Work request: Only the lines from the start of the data through the one containing "context.rotate((+turn || 0)" belong in your answer; return them exactly.

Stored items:
[Start of section]
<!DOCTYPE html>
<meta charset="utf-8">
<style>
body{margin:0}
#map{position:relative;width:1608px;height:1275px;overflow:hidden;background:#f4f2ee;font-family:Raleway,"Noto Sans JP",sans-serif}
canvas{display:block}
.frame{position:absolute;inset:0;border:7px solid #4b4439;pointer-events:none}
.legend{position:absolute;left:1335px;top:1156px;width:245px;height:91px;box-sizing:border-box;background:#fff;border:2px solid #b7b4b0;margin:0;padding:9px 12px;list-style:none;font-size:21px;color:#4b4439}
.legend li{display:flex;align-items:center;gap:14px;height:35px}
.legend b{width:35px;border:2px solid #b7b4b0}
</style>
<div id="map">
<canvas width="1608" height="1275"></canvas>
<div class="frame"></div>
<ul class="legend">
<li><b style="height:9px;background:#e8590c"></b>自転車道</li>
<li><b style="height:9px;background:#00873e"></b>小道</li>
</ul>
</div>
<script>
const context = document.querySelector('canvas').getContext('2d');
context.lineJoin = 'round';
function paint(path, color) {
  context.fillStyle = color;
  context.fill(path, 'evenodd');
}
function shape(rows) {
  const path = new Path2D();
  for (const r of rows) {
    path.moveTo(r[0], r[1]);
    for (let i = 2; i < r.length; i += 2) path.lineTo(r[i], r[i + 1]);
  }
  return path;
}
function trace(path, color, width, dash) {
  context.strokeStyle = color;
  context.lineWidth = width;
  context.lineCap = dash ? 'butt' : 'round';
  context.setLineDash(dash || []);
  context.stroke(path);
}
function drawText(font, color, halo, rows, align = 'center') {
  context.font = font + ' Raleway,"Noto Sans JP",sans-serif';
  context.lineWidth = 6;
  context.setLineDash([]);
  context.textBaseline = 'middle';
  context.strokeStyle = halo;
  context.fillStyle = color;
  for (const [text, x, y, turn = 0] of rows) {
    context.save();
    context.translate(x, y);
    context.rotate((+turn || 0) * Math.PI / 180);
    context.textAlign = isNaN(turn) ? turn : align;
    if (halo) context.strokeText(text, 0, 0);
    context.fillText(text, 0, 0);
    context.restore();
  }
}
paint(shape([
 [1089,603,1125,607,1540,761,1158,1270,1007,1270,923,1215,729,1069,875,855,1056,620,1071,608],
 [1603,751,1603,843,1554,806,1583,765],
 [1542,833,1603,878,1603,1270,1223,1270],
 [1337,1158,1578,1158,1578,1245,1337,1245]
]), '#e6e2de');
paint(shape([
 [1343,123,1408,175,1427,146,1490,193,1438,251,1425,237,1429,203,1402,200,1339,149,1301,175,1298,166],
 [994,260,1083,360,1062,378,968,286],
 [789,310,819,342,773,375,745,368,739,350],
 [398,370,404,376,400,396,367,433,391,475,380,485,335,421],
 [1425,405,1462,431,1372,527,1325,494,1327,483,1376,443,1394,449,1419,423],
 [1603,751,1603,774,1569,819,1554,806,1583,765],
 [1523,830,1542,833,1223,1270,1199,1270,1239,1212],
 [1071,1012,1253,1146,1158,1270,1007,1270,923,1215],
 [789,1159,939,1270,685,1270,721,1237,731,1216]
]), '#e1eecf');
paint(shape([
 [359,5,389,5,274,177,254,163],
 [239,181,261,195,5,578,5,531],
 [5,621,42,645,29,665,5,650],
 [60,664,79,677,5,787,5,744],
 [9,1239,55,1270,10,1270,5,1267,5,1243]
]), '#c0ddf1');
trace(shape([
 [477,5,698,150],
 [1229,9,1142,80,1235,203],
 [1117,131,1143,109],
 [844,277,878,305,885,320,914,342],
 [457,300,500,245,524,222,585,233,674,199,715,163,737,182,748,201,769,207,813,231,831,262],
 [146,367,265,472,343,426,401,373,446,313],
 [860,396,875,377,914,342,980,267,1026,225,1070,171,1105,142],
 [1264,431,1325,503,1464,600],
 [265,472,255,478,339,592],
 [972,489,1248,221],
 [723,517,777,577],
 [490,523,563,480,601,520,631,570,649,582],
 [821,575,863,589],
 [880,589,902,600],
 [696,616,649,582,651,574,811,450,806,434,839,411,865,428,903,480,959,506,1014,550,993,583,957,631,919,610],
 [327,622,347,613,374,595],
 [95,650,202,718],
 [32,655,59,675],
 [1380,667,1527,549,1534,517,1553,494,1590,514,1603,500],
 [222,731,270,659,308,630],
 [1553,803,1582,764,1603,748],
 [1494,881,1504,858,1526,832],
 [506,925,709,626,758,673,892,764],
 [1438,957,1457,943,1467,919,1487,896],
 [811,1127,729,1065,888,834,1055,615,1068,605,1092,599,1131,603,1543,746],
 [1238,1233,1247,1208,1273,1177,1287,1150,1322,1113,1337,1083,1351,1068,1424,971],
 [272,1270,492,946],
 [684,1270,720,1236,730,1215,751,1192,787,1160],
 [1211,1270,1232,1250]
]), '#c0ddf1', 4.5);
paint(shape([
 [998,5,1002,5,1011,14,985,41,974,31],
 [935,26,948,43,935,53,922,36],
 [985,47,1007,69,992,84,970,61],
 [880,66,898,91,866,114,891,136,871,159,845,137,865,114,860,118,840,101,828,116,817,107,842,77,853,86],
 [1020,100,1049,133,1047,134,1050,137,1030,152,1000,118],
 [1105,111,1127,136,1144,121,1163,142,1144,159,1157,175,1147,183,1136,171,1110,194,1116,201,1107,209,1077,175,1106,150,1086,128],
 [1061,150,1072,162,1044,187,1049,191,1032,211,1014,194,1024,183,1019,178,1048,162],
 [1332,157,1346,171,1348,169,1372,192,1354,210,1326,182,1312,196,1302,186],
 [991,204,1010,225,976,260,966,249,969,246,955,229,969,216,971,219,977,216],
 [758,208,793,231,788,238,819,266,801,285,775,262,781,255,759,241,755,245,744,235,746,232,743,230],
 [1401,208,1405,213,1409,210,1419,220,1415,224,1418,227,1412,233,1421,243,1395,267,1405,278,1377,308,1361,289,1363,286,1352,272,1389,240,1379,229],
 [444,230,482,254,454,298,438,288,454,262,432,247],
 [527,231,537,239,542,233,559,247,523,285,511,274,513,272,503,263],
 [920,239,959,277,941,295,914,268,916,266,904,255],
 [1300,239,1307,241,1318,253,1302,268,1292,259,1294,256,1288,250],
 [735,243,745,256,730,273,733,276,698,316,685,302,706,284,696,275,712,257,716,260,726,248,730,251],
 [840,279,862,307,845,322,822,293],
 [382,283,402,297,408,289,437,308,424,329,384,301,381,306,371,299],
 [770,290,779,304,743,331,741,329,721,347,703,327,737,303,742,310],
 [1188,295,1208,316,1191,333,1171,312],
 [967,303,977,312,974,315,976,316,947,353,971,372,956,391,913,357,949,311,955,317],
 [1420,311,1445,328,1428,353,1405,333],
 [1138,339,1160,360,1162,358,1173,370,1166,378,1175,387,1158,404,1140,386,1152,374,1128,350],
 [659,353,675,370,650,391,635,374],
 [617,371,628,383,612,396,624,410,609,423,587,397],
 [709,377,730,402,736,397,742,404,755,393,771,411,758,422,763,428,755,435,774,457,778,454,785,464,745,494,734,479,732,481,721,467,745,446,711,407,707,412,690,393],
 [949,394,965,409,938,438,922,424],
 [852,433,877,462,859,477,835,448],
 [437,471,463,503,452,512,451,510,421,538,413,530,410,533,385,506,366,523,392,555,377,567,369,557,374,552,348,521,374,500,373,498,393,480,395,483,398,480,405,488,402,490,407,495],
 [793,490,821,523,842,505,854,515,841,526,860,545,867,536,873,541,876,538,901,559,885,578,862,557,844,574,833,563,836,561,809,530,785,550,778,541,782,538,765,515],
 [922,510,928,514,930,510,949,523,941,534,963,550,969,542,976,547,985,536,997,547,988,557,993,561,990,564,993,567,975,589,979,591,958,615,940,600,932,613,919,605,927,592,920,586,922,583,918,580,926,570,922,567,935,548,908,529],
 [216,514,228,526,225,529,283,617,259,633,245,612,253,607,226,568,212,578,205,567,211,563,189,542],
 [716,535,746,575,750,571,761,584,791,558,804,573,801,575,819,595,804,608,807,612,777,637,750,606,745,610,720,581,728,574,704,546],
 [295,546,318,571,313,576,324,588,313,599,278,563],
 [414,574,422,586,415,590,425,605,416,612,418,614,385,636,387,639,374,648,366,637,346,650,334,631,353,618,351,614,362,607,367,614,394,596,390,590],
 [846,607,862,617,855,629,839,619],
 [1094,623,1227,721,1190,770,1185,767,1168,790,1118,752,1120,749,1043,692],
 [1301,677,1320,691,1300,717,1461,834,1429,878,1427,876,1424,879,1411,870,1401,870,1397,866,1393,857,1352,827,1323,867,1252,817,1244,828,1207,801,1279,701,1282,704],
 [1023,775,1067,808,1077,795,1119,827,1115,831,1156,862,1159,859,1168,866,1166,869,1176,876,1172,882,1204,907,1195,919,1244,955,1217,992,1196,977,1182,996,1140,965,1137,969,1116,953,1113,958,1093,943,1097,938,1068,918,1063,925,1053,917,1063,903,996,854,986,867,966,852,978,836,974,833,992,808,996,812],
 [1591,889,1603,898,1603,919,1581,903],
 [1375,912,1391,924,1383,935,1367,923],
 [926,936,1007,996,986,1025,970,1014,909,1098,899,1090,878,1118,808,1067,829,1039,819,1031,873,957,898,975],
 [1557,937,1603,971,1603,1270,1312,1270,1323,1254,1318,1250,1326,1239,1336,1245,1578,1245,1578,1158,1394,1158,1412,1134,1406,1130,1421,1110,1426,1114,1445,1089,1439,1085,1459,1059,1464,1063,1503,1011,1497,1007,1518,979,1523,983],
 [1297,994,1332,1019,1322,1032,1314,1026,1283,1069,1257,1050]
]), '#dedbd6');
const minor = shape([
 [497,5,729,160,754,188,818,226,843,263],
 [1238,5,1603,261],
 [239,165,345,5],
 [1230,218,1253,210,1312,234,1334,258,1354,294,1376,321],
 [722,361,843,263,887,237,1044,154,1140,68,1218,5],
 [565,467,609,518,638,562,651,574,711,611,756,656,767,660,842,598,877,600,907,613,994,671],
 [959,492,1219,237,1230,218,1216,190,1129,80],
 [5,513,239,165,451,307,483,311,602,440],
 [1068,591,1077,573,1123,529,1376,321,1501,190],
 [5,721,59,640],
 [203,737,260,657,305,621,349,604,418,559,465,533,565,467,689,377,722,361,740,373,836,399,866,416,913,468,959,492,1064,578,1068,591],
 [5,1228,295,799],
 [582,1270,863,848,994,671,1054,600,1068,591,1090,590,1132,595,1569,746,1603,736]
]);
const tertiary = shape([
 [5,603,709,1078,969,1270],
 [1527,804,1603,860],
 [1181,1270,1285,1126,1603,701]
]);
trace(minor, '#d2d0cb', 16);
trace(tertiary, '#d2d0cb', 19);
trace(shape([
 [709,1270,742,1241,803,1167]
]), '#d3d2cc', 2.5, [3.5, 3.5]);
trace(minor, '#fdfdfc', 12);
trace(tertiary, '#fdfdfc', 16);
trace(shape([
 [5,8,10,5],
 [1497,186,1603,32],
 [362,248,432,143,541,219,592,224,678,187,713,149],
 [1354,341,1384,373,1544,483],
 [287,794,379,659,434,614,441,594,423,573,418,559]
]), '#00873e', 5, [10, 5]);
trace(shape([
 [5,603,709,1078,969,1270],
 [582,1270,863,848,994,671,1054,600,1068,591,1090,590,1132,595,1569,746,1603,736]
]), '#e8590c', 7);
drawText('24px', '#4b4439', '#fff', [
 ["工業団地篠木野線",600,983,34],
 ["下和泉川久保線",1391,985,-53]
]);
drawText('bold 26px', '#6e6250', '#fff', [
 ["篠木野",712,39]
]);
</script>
[End of section]
Result for this exercise:
<!DOCTYPE html>
<meta charset="utf-8">
<style>
body{margin:0}
#map{position:relative;width:1608px;height:1275px;overflow:hidden;background:#f4f2ee;font-family:Raleway,"Noto Sans JP",sans-serif}
canvas{display:block}
.frame{position:absolute;inset:0;border:7px solid #4b4439;pointer-events:none}
.legend{position:absolute;left:1335px;top:1156px;width:245px;height:91px;box-sizing:border-box;background:#fff;border:2px solid #b7b4b0;margin:0;padding:9px 12px;list-style:none;font-size:21px;color:#4b4439}
.legend li{display:flex;align-items:center;gap:14px;height:35px}
.legend b{width:35px;border:2px solid #b7b4b0}
</style>
<div id="map">
<canvas width="1608" height="1275"></canvas>
<div class="frame"></div>
<ul class="legend">
<li><b style="height:9px;background:#e8590c"></b>自転車道</li>
<li><b style="height:9px;background:#00873e"></b>小道</li>
</ul>
</div>
<script>
const context = document.querySelector('canvas').getContext('2d');
context.lineJoin = 'round';
function paint(path, color) {
  context.fillStyle = color;
  context.fill(path, 'evenodd');
}
function shape(rows) {
  const path = new Path2D();
  for (const r of rows) {
    path.moveTo(r[0], r[1]);
    for (let i = 2; i < r.length; i += 2) path.lineTo(r[i], r[i + 1]);
  }
  return path;
}
function trace(path, color, width, dash) {
  context.strokeStyle = color;
  context.lineWidth = width;
  context.lineCap = dash ? 'butt' : 'round';
  context.setLineDash(dash || []);
  context.stroke(path);
}
function drawText(font, color, halo, rows, align = 'center') {
  context.font = font + ' Raleway,"Noto Sans JP",sans-serif';
  context.lineWidth = 6;
  context.setLineDash([]);
  context.textBaseline = 'middle';
  context.strokeStyle = halo;
  context.fillStyle = color;
  for (const [text, x, y, turn = 0] of rows) {
    context.save();
    context.translate(x, y);
    context.rotate((+turn || 0) * Math.PI / 180);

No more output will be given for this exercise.